Öte yandan, bu fasılalarla seyreden sürecin emperyalistlerce farklı biçimlerde de değerlendirildiğini görüyoruz.

Onlar net sonuçlara ulaşılamamış karmaşa durumlarından da yararlanırlar. En azından, savaş silah tekellerinin gelirini artırır. Bölgenin destabilize edilmiş olması her tür dış müdahalenin meşru gösterilebileceği bir belirsizlik ortamı yaratır. Daha da ötesinde, salınan korku halkların birbirlerine düşmanlığını koşullar ve emperyalizmin en çok yararlanacağı şey de budur.

* * *

Ancak bu kez farklı bir şey daha oluyor ve emperyalizm Suriye’deki kesinti ve uzatmaları bölge halklarının birbirlerine karşı konumlanışlarını gözlemek ve Kürtler’in tavrını tartmak açısından da değerlendiriyor.

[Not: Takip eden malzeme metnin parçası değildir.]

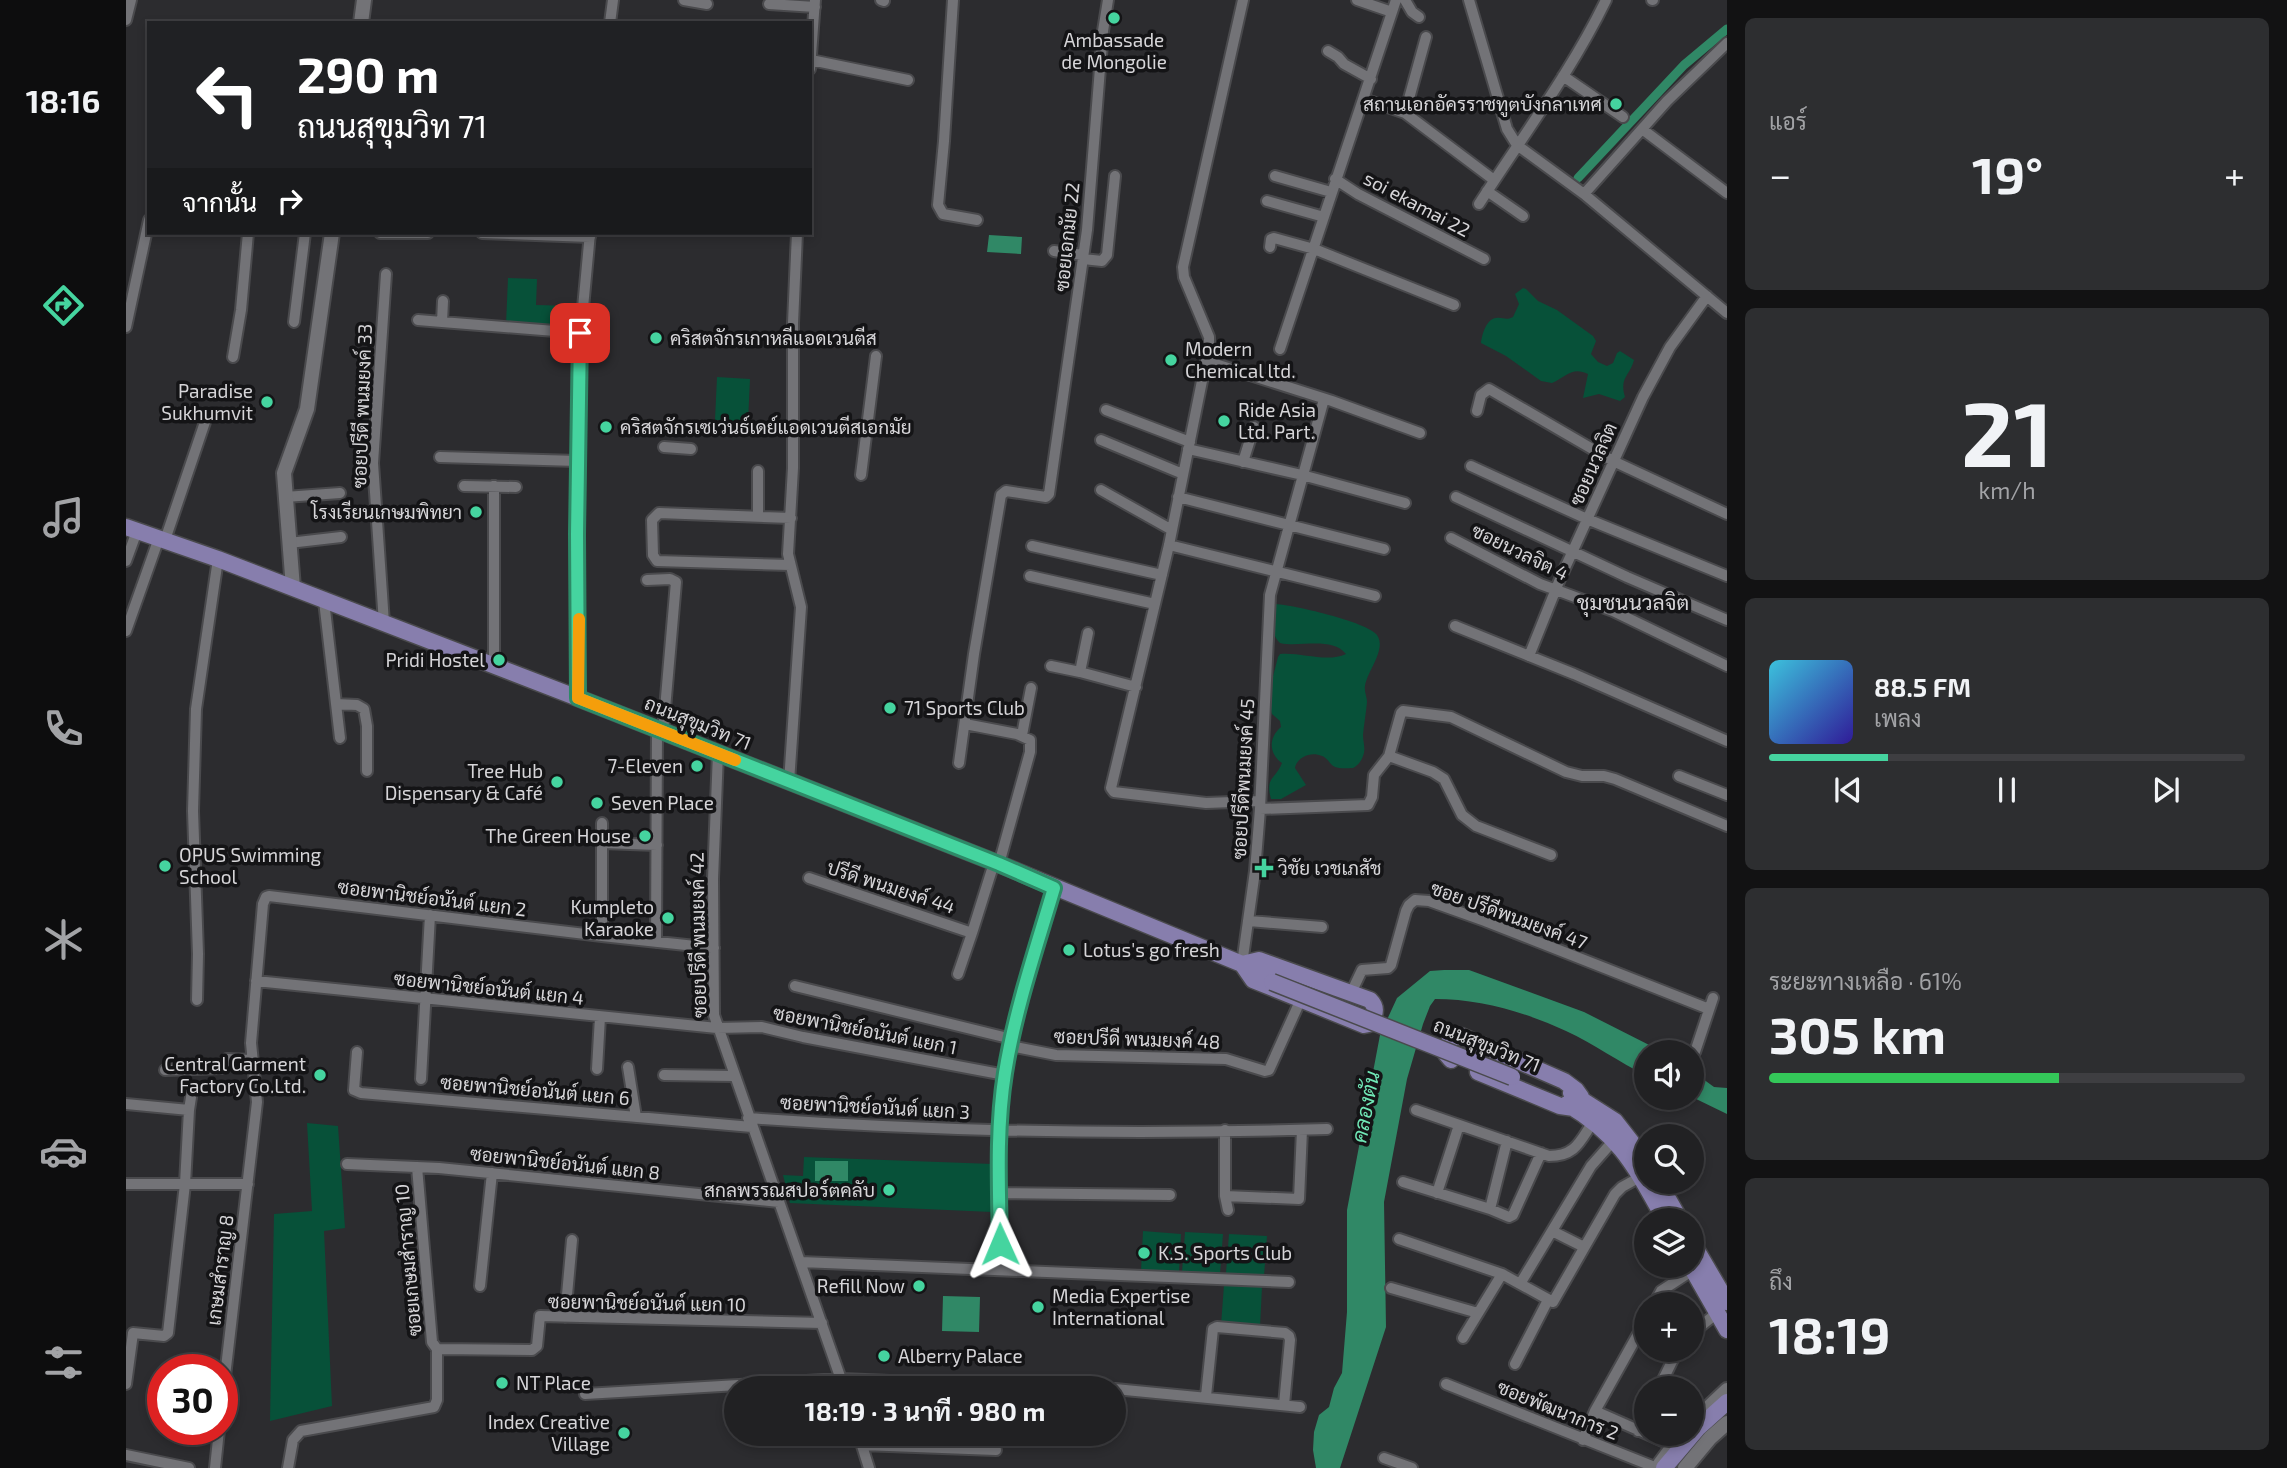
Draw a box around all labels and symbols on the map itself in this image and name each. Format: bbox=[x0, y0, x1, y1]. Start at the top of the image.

Barzani’nin bölgedeki bütün Kürtler’in hamiliğine soyunduğu çok açık. Hem siyasal hem de askeri açıdan. Bu hamlenin içine Suriye Kürtleri kesinlikle dahil.

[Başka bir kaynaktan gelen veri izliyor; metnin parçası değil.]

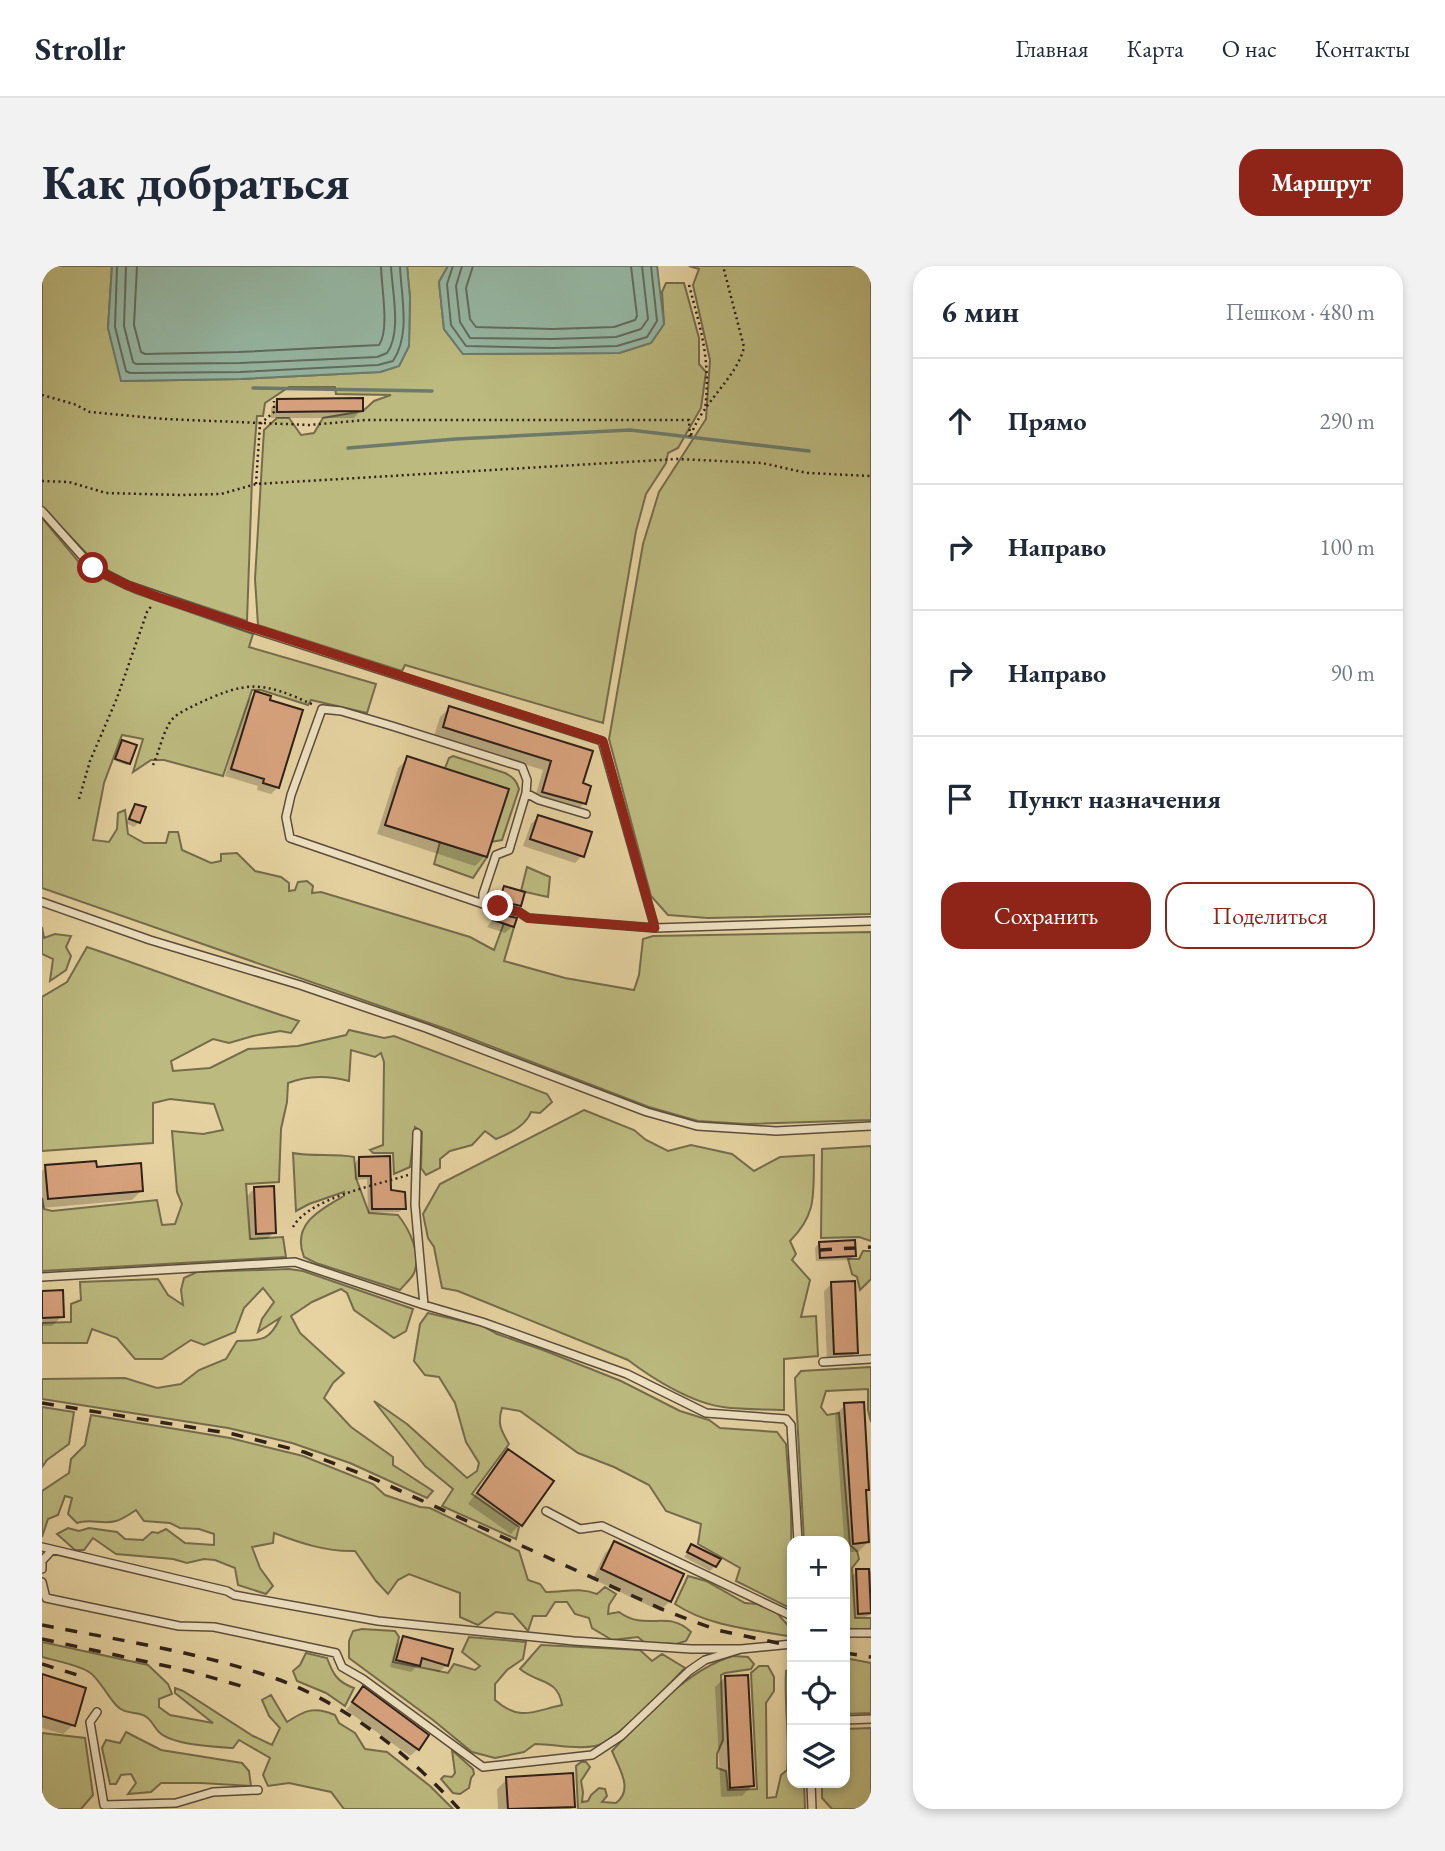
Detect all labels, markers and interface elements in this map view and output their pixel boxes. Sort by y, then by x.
text: Strollr [35,27,126,70]
text: Главная [1015,33,1089,64]
text: Карта [1127,33,1184,64]
text: О нас [1222,33,1277,64]
text: Контакты [1315,33,1410,64]
button: Маршрут [1239,149,1403,216]
text: Как добраться [42,150,350,214]
text: 6 мин [941,292,1019,331]
text: Пешком · 480 m [1226,297,1375,327]
icon: ahead [941,402,979,440]
text: Прямо [1008,404,1087,438]
text: 290 m [1319,406,1375,436]
icon: right [941,528,979,566]
text: Направо [1008,530,1106,564]
text: 100 m [1319,532,1375,562]
route start [77,552,108,583]
icon: right [941,654,979,692]
text: Направо [1008,656,1106,690]
text: 90 m [1330,658,1375,688]
icon: arrive [941,780,979,818]
text: Пункт назначения [1008,782,1221,816]
button: Сохранить [941,882,1151,949]
button: Поделиться [1165,882,1375,949]
route end [482,890,513,921]
map controls [787,1536,850,1788]
button: + [787,1536,850,1599]
button: − [787,1599,850,1662]
button: locate [787,1662,850,1725]
button: layers [787,1725,850,1788]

Ancak daha önemlisi Türkiye Kürt hareketinin tutumudur. Emperyalizm bölge Kürtler’ini Barzani ya da başka bir mekanizma üzerinden Suriye operasyonu konusunda sessizleştirebilir ve hatta yeni Suriye için desteklerini alabilir mi ?

Kürtler, kendi kesimsel çıkarları adına, Suriye’de de, aynen Irak’ta olduğu gibi, özerk bir bölgenin tanınması karşılığında, Suriye muhalefeti ile anlaşır mı ve Türkiye Kürt hareketi bu gelişmeyi gelecekte kendisinin de yararlanacağı bir olanak olarak değerlendirir mi ?

Korkunç ama bu olasılıkların gayet güçlü olduğunu görmek gerekiyor.

İşte ABD kesinti anlarında bunları tartıyor ve tabi ki bölgedeki antiemperyalist duyarlılıkları da.